Living with ADD, even without the hyperactivity element, is challenging. ADD and ADHD are commonly misunderstood and undiagnosed. Those who have it are often stunted mentally as well as socially during the course of their lifetime. ADD is an invisible handicap, and without proper understanding of the disorder, it can leave a person unable to function in the mainstream of life.
Attention Deficit Disorder carries with it social difficulties. The person with ADD or ADHD is often described as being immature, lacks self-awareness, and has a high demand for attention. The person may be irritable and easily upset. He or she may have difficulty expressing feelings or accepting responsibility for behaviors. Since people with ADD/ADHD often have a difficult time verbalizing a problem or complaint, they may become victims. Poor social skills are often associated with ADD/ADHD as a result of low-self esteem and a fear of criticism. A lack of impulse control and a difficulty considering consequences can put those with the disorder in physical danger. Many of the symptoms of ADD and ADHD make daily activities difficult. Since those with it are often distract-able, they may not be able to complete simple tasks. The lack of short term memory may cause a person with ADD to forget relevant details to function fully at work, home, or school. Attention to detail is nearly impossible for those with Attention Deficit, and this often results in careless mistakes on work. Those with ADD/ADHD may be misjudged by their peers and viewed as careless or unintelligent. If left untreated, ADD/ADHD can negatively affect many aspects of adult life.
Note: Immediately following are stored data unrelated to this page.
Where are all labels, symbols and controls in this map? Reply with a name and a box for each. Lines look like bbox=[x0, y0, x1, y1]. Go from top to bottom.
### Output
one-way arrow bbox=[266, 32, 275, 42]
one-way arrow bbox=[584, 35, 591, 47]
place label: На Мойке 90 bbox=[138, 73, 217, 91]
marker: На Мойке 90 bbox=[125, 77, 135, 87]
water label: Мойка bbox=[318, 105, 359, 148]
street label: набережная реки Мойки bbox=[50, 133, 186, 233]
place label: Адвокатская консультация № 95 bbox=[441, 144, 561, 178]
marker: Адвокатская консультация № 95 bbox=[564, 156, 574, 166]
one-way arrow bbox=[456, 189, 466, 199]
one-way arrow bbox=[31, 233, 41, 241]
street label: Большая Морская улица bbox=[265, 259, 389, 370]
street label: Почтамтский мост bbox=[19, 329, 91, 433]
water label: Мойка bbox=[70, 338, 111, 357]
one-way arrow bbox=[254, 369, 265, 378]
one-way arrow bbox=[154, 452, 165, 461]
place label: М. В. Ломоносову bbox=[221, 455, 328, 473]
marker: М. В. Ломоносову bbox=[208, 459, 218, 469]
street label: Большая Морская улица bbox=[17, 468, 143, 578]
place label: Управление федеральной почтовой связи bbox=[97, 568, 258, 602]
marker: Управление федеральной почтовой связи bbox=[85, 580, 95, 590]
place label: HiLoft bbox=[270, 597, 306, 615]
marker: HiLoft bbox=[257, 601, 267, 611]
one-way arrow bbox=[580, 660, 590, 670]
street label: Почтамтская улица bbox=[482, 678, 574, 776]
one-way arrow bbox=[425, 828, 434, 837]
ADD/ADHD has no cure. But treatment options for it can vary. Although prescriptions are the most common, there are other roads to take. Some non-prescription alternatives are vitamin and mineral supplements, implementing an exercising pattern and changing diet. Adults and children who have been supplemented with natural constituents in their diets have shown positive changes. Such constituents include, Magnesium, Zinc, Acetylcarnitine, and lemon balm. Therapy can be helpful. Behavioral therapy teaches people how to calm their mind and body, which is beneficial when dealing with ADD/ADHD. Cognitive therapy suggests how thoughts can trigger certain symptoms. Talk and literary therapy simply incorporates speech, books, and other reading materials into healing. Talking is the most natural way of communication to humans, and the simple act of talking about one's problems can help the healing process.
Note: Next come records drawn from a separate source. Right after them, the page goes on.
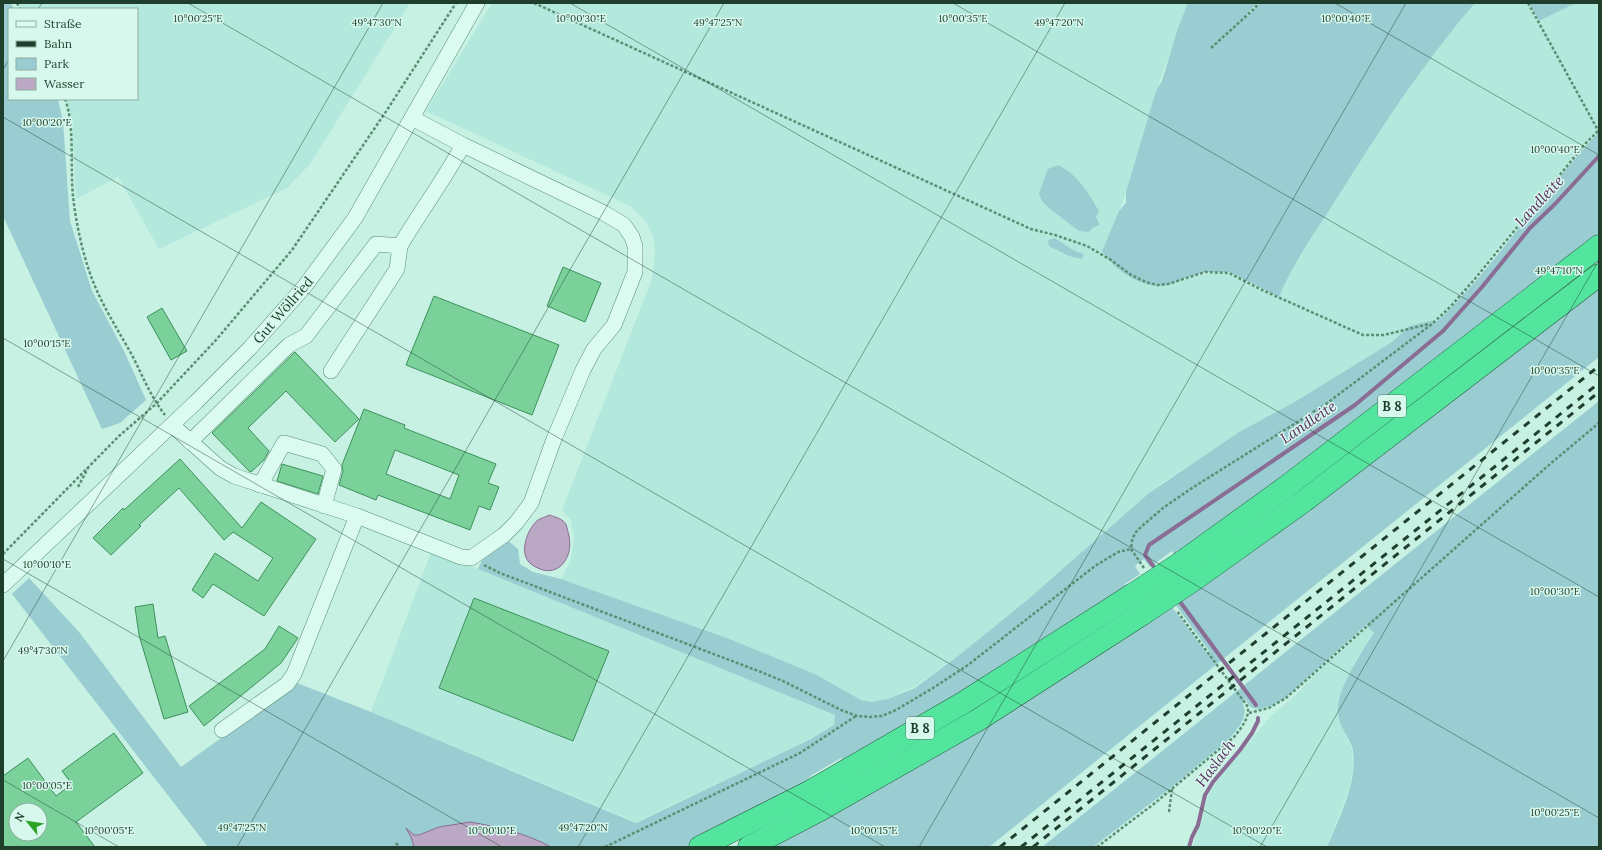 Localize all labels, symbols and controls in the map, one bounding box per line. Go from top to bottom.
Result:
legend [8,8,138,100]
text: 10°00'25"E [174,12,222,25]
text: 10°00'30"E [556,12,606,25]
text: 10°00'35"E [938,12,988,25]
text: 10°00'40"E [1321,12,1371,25]
text: Straße [44,16,82,31]
text: 49°47'30"N [352,16,402,29]
text: 49°47'25"N [694,16,743,29]
text: 49°47'20"N [1034,16,1084,29]
text: Bahn [44,36,72,51]
text: Park [44,56,70,71]
text: Wasser [44,76,85,91]
text: 10°00'20"E [22,116,72,129]
text: 10°00'40"E [1530,143,1580,156]
water label: Landleite [1510,171,1568,231]
text: 49°47'10"N [1535,264,1583,277]
street label: Gut Wöllried [249,273,317,347]
text: 10°00'15"E [23,337,71,350]
text: 10°00'35"E [1530,364,1580,377]
road number: B 8 [1378,395,1406,417]
water label: Landleite [1276,396,1340,448]
text: 10°00'10"E [23,558,71,571]
text: 10°00'30"E [1530,585,1580,598]
text: 49°47'30"N [18,644,68,657]
road number: B 8 [906,717,934,739]
water label: Haslach [1191,735,1239,790]
text: 10°00'05"E [22,779,72,792]
north arrow [8,802,48,842]
text: 10°00'25"E [1531,806,1579,819]
text: N [11,809,28,824]
text: 49°47'25"N [218,821,267,834]
text: 49°47'20"N [558,821,608,834]
text: 10°00'05"E [84,824,134,837]
text: 10°00'10"E [468,824,516,837]
text: 10°00'15"E [850,824,898,837]
text: 10°00'20"E [1232,824,1282,837]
ADHD Individual Drug Risk Studies To Be Considered By Drug Safety Committee. Press release. February 8, 2006. http://www.fdaadvisorycommittee.com/FDC/AdvisoryCommittee/ Committees/Drug+Safety+and+Risk+Mgmt/020906_ADHD/020906_ADHD-P.htm. Web. 6 May 2010
"Causes of Adult Attention Deficit Disorder." Health Center (2006): n. pag. Web. 6 May 2010.
"History of ADHD and Attention Deficit Disorder." Attention Deficit Disorder Help Center n. pag. Web. 6 May 2010.